Il a exprimé son désaccord avec certains sénateurs américains prônant l'envoi de renforts pour diminuer les violences en Irak. Il s'est toutefois également opposé à un retrait des forces américaines en prévenant le Congrès que tout calendrier de retrait ou toute limitation des effectifs priverait les commandants sur le terrain de la «flexibilité» nécessaire. Les militaires déjà présents sur place devraient être davantage affectés à la formation des forces irakiennes, a-t-il proposé.



Des reproches de McCain

Le sénateur républicain John McCain a reproché au général Abizaid de ne recommander que le statu quo. «Je suis bien sûr déçu que, fondamentalement, vous défendiez ici aujourd'hui le statu quo, dont, je crois, le peuple américain a dit lors des dernières élections qu'il ne constituait pas un état acceptable», a déclaré l'élu de l'Arizona.

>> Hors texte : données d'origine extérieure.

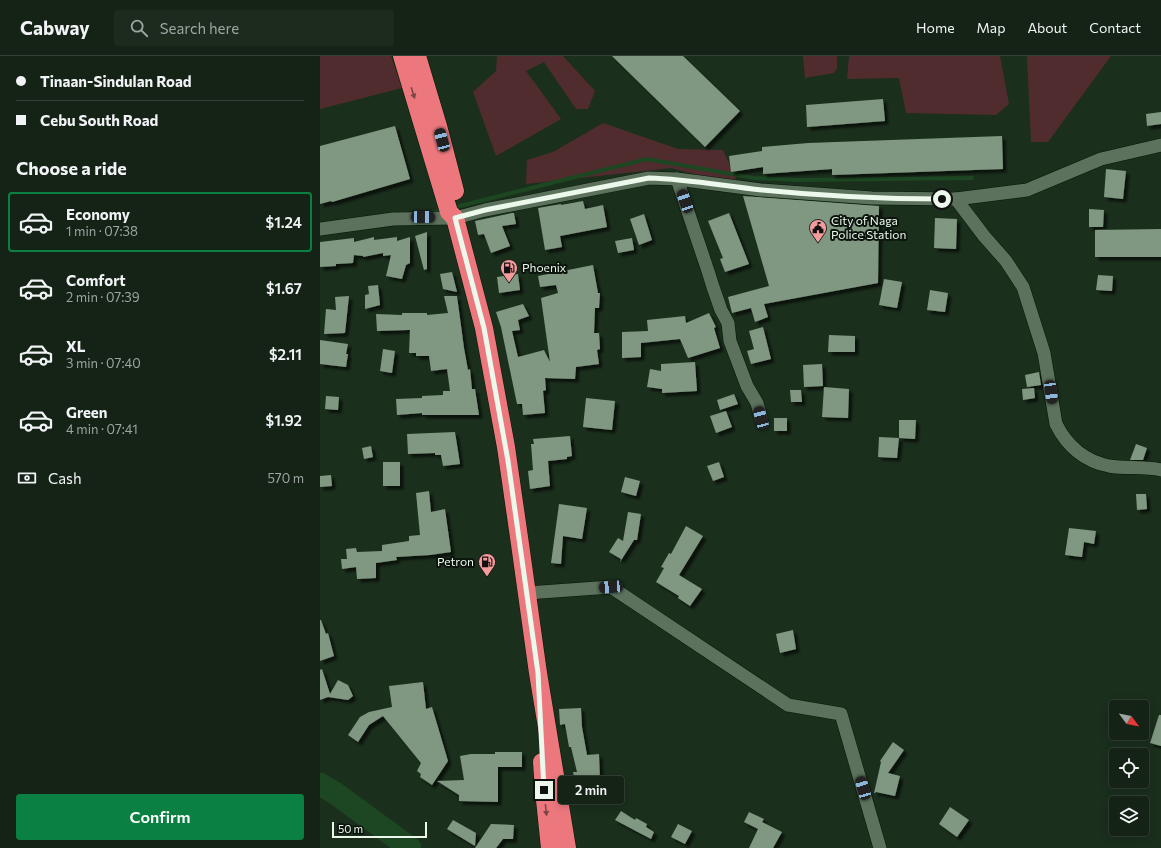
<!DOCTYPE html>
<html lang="en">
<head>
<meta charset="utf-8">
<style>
	body { margin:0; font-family:Commissioner,sans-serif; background:#1d2b1f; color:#f1f3f6; height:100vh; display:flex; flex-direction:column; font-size:15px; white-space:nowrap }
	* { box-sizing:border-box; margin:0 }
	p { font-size:13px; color:#9da4a1 }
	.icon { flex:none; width:22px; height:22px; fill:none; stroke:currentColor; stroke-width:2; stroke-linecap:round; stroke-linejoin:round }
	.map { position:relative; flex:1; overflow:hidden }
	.panel { display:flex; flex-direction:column; background:#142316; width:320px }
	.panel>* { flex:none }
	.hud { display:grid; align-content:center; height:88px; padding:0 16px; background:#142316 }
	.needle { width:26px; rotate:122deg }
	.tools { position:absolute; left:789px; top:644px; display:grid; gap:8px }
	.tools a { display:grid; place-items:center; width:40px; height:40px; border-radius:4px; background:#142316; box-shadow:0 2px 10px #0003,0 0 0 1px #334035; font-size:20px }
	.scale { position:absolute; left:12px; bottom:10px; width:95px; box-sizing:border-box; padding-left:4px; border:2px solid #ebf8eb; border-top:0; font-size:11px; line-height:14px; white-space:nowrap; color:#ebf8eb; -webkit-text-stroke:3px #0c150d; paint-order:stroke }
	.end { position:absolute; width:18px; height:18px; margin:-9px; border:5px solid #ebf8eb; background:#111; box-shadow:0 0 0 2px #111 }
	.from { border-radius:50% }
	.bubble { position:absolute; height:28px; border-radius:4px; background:#142316; box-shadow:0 2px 10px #0003,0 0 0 1px #334035; font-size:13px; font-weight:600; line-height:28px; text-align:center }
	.car { position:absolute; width:12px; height:24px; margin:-12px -6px; border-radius:5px; box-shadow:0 0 3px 1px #0007; background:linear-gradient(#222 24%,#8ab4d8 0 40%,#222 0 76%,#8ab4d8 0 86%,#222 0) }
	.hud b { display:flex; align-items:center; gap:14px; height:38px; font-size:15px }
	.hud b+b { border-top:1px solid #334035 }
	.hud i { width:10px; height:10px; background:#f1f3f6 }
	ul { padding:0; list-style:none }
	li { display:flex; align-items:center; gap:12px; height:60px; margin:0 8px 6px; padding:0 8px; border:2px solid transparent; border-radius:4px }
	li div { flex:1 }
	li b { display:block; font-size:15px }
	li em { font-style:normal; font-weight:600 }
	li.current { border-color:#0b8043 }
	li>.icon { width:36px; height:36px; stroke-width:1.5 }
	h2 { padding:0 16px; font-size:18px; line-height:48px }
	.pay { display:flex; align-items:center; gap:10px; height:44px; padding:0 16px; font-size:15px }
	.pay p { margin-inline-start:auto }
	.action { display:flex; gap:8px; margin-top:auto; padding:8px 16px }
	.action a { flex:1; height:46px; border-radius:4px; background:#0b8043; color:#fff; font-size:16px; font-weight:600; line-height:46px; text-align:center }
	header { display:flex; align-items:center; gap:24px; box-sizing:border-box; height:56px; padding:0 20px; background:#142316; border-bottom:1px solid #334035 }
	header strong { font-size:19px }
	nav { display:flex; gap:22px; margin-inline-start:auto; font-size:14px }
	.search { width:280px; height:36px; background:#1d2b1f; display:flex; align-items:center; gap:10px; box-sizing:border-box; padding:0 14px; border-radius:4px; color:#9da4a1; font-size:15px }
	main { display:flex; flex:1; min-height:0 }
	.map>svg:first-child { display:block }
	.green { fill:#512c2e }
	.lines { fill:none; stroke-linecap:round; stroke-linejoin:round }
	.stream { stroke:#1d4622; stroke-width:4 }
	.river { stroke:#1d4622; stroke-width:23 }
	.building { fill:#809781; filter:url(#shadow) }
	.minor-casing { stroke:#041706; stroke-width:14 }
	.highway-casing { stroke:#041706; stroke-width:19 }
	.minor { stroke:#5c725d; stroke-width:13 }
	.highway { stroke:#ec787e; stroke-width:18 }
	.oneway { fill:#7c4646 }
	.route { stroke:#ebf8eb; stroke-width:5 }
	.labels { text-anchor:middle; stroke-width:4; stroke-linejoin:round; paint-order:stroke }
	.poi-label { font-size:12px; fill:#ebf8eb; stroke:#0c150d; text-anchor:start }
</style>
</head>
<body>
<header>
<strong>Cabway</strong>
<div class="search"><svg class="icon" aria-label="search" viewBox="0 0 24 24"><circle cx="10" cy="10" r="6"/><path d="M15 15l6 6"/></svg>Search here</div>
<nav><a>Home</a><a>Map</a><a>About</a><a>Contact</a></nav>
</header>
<main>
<section class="panel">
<div class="hud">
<b><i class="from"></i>Tinaan-Sindulan Road</b>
<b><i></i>Cebu South Road</b>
</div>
<h2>Choose a ride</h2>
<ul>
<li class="current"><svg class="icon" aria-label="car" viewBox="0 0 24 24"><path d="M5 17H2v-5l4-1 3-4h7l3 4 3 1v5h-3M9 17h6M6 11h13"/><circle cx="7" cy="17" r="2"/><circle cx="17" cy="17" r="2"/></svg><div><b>Economy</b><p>1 min · 07:38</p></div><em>$1.24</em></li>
<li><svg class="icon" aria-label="car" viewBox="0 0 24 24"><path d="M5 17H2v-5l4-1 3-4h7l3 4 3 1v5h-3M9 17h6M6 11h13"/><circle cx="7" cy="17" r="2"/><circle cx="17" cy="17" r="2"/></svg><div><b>Comfort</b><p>2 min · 07:39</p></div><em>$1.67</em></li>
<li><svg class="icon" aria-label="car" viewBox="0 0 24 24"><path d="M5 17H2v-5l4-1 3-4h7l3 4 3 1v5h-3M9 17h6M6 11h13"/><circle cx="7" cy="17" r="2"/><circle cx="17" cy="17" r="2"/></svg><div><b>XL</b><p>3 min · 07:40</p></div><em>$2.11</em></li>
<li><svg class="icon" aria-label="car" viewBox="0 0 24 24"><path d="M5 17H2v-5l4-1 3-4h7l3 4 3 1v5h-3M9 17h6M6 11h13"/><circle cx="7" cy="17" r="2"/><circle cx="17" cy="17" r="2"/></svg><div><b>Green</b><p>4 min · 07:41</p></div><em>$1.92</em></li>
</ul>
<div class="pay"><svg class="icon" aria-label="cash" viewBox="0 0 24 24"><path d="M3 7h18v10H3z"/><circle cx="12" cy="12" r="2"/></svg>Cash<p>570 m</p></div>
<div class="action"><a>Confirm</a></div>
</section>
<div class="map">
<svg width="841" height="792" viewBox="0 0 841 792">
	<defs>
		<filter id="shadow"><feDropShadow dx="3.5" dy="3.5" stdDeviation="1" flood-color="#0009"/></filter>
	</defs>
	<rect width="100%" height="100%" fill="#1b2f1d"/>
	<g class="green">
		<path d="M0,0H71L82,32L0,53Z"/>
		<path d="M177,0H243L275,35L268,53H256L224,6L206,15L241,63L176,100L153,36L176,15Z"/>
		<path d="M483,0H517V12L514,17L485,22Z"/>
		<path d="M529,0H680L689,48L676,59L586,57L579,22L527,23Z"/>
		<path d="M707,0H791L728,86H711Z"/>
		<path d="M283,67L358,93L403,94L417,125L381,120L351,112L206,128L207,104L233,96Z"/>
	</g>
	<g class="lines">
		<g class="stream">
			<path d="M132,152L327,103L434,122L478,124L652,122"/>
			<path d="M109,157L124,154"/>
		</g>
		<path class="river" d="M0,728L15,737L90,792"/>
	</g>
	<g class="building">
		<path d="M292,0H363L420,55L385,91Z"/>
		<path d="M563,43L565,65L487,71L486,49Z"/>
		<path d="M841,56V68L827,70L826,58Z"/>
		<path d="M75,70L90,123L12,146L11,145L0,148V90Z"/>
		<path d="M682,80L683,113L512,119V113L443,118V111L411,116L409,100L442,95V91L488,87Z"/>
		<path d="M786,113L806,115L803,143L784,141Z"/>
		<path d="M423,140L559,150L558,227L444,248L448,261L435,266L431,252L412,257L408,241L449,230Z"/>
		<path d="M263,145L265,153L283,149L287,171L240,180L242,191L225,194L218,152L241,148V149Z"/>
		<path d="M769,153L784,154L783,171H769Z"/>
		<path d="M192,157H194L196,168L182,170L190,190L171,197L164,178L158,179L155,165Z"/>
		<path d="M409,157L429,208L405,216L400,203L403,202L388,165Z"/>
		<path d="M324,158L332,184L319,189L310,163Z"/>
		<path d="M615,162L637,163L636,193L614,192Z"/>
		<path d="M841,173V201H775V174Z"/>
		<path d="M107,176V213L104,214L95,180Z"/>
		<path d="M54,181V184L77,181V185L90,181V207L86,209L82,223L66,220L71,199L63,200V197L43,201V200L34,199L33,207L16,208V210L0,211V186L34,182V186Z"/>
		<path d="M312,182L314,194L298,197L295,185Z"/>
		<path d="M273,209L278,237H280L279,252H275L274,277H279L280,293L277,294L279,308L256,311L255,323L225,322L226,334L223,335L225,357L203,359L202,348H197L181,271L176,256L203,248L209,260L198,264L200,274L192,275L198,301L224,294L230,306L221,242L238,237L236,229L220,231L218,220Z"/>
		<path d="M132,216L137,236L123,233L120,218Z"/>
		<path d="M198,218L200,234L179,237L177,221Z"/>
		<path d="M778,219L793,220L792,235L776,234Z"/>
		<path d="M564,223L582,226L577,252L559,249Z"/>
		<path d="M58,229L60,249L45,253V239L49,238L48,230Z"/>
		<path d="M610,234L628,237L625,256L607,254Z"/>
		<path d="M29,240L25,277L4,278L6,253L16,254L15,241Z"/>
		<path d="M124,240H137L144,292L148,314L150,313L152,333H155L159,359H102V357L77,359L76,343L102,342V340L123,339V335H130L127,313L111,315L109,300H96V297H89L90,274H88L57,275L56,258L82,259V257H107V259L128,257Z"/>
		<path d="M389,257L396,271L394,272L400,292L368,302L360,283L321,287V301L302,302V276L328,275L327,264L365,260L366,267Z"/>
		<path d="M443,271L451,303L431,308L427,295L434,293L429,275Z"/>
		<path d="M509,279L535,280V296H508Z"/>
		<path d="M0,284L28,288L26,298H28L26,311L0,308Z"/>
		<path d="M63,293L75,295L72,317L60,315Z"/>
		<path d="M375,306L377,335L342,337V333L327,331L330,313L341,315V308Z"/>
		<path d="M502,308L503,330L484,331L483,309Z"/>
		<path d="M719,316L721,329L707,331L705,319Z"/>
		<path d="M504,331L529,333L528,362L502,361Z"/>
		<path d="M714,332L715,342L703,344L702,333Z"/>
		<path d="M470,334H481L482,346H471Z"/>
		<path d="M414,338L418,348L400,354L397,344Z"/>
		<path d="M6,340L19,341L18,354L5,353Z"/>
		<path d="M266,342L295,345L292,374L263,371Z"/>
		<path d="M406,355L412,371L396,377L390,360Z"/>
		<rect x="454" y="362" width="13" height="13"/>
		<path d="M579,364H596L595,383L579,382Z"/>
		<path d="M135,376L140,408L123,410L121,399H115V397L88,398L87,378Z"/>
		<path d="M250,380L252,400L247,401V403L228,405L230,430L210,433L208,415L213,414L211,388H214L213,383Z"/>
		<path d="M559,381L579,382L577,402L558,401Z"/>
		<path d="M816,388L827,392L823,404H810Z"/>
		<path d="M51,390L53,401L44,403L42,392Z"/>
		<rect x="63" y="406" width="17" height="24"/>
		<path d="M399,406L404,421L393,425L387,410Z"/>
		<path d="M11,419L12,430L0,431V420Z"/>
		<path d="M305,421L320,425L316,440L301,436Z"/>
		<path d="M109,435L111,456L125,453L131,496L110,499L76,501L77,504L56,507V522L37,523L36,511L22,513L21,503H27L26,493L36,492L37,496L62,495V489L89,485V480L100,479L96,437Z"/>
		<path d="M816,438H826L827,453L817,454Z"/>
		<path d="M239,448L267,452L262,483L243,480L241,508L231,507Z"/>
		<path d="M308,456L321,458L317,484H314L300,506L301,503L289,496L298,482L303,485Z"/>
		<path d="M366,470L383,480L359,519L382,533L370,550L358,542L359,540L336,526L344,512L341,511L349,497L351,498Z"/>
		<path d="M749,472L776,475L774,488L764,486L762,501L745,499Z"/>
		<path d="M0,564H1L6,578L8,577L14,600L0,605Z"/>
		<path d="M473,574L476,593L460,597L456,578Z"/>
		<path d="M2,613L10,638L18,624L28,629L33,640L28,644L8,641L0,644V614Z"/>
		<path d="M103,626L106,653L112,651L128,705L112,729L100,721L101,718L97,715L101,707L63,660L49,669L38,686L28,679L40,661L49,656L72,651L69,630Z"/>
		<path d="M261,652L262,671L267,699L279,698L280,724L270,726L272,731L257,734L253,716H257L251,691H249L245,668L240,669L239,653Z"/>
		<path d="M839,659H841V690L830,687Z"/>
		<path d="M573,686L584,694L568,717L580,720L575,740L556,736L555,737H554L561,706L560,705Z"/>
		<path d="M175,696H202V711H178V746L139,745V739L117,725L144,724L140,700L151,698H175Z"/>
		<path d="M630,751L649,764L637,781L619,768Z"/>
		<path d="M301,755L315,764L316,762L327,768L326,771L334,776L331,783L295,764Z"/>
		<path d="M429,756L444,763L442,766L462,776L453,792H429L438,773L424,766Z"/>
		<path d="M133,764L156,777L155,790L127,773Z"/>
		<path d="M171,768L194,769L193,783H183L176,792H155Z"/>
		<path d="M358,768L372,775L365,788L351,781Z"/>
	</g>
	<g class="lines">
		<defs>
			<g id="minor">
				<path d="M357,123L388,215L393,231L401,254L408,267L410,285L427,330L437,347L441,362"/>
				<path d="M636,143L664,180L686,205L703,231L724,297L736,368C747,390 764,405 789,410C806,413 824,410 841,414"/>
				<path d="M0,173L73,163L135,162L165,154L329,122L357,123L441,134L552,142L636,143L707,134L781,103L841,89"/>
				<path d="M207,537L291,531L468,649L521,658L560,792"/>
			</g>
			<g id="highway">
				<path d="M82,0L129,156L135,162L164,272L186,391L200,488L218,617L247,792"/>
				<path d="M97,0L118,70L135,135"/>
				<path d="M222,706L224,734L230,792"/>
			</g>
		</defs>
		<use href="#minor" class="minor-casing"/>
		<use href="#highway" class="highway-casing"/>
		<use href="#minor" class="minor"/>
		<use href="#highway" class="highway"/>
	</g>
	<defs><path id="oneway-solid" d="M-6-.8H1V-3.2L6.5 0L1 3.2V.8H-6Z"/></defs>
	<g class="oneway">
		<use href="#oneway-solid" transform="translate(93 37) rotate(73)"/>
		<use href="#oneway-solid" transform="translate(226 754) rotate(84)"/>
	</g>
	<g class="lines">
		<path class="route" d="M224,734L218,617L188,405L164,272L135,162L165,154L329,122C367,123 404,130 442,134C502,140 562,143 622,143"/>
	</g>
	<defs>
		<symbol id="civic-pin" viewBox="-11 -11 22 30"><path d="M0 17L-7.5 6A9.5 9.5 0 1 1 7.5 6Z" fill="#f59b9d" stroke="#0c150d"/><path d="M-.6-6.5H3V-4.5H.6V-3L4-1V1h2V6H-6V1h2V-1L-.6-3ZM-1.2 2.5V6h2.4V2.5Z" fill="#111"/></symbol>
		<symbol id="fuel-pin" viewBox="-11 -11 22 30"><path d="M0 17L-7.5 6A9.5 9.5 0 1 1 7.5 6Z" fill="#f59b9d" stroke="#0c150d"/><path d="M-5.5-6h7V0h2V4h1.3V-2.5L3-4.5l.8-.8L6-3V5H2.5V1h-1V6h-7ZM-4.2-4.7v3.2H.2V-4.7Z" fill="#111"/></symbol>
	</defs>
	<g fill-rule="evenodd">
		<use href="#civic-pin" x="488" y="162" width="20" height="27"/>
		<use href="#fuel-pin" x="179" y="202" width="20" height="27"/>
		<use href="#fuel-pin" x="157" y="496" width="20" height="27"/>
	</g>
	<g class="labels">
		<g class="poi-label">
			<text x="511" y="169">City of Naga<tspan x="511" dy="14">Police Station</tspan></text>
			<text x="202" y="216">Phoenix</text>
			<text x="154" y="510" text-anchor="end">Petron</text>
		</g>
	</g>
</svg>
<div class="tools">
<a><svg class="needle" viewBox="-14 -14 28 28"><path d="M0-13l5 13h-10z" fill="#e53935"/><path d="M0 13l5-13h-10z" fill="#9da4a1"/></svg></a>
<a><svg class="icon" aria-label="locate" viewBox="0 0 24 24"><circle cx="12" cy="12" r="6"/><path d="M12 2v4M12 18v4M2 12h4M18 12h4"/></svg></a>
<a><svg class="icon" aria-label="layers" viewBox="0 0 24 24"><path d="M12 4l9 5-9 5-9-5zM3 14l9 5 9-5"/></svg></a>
</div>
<div class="scale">50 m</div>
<i class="end from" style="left:622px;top:143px"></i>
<i class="end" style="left:224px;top:734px"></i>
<div class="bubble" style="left:238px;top:720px;width:66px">2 min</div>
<i class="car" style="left:122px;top:84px;rotate:345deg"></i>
<i class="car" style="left:365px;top:145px;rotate:341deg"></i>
<i class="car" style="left:103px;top:161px;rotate:91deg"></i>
<i class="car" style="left:731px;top:336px;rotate:172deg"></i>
<i class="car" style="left:441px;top:362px;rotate:345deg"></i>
<i class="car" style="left:291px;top:531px;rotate:266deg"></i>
<i class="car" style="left:543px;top:732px;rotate:344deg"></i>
</div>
</main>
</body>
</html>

Les démocrates, qui vont désormais contrôler les deux Chambres du Congrès, ont réclamé une nouvelle stratégie pour l'Irak, et beaucoup réfléchissent à un moyen de sortir de ce pays. Carl Levin, futur président de la commission sénatoriale des Forces armées, a réclamé un début de retrait militaire dans un délai de quatre à six mois. Il a renouvelé cet appel hier et invité les Irakiens à se prendre en charge. «Nous devrions confier la responsabilité de l'avenir de l'Irak exactement à ceux auxquels il appartient, les Irakiens», a-t-il dit.

Contrairement aux responsables civils du Pentagone, le général Abizaid a régulièrement fourni au Congrès une évaluation franche de la situation en Irak. En août, il avait déclaré au Sénat que les violences confessionnelles en Irak étaient les pires qu'il ait jamais vues et qu'elles pourraient conduire à une guerre civile.

Hier, il a fait part de son optimisme quant à la capacité de l'armée américaine de stabiliser l'Irak. «L'évolution des défis en matière de sécurité en Irak nécessite des évolutions de notre propre approche afin de parvenir à la stabilité, a-t-il dit. Je reste optimiste sur le fait que nous pouvons stabiliser l'Irak.»

Il a également assuré que le niveau de violences avait baissé: «Je ne dirais pas que nous avons franchi un tournant dans ce domaine, mais [la situation] n'est plus aussi mauvaise qu'en août.»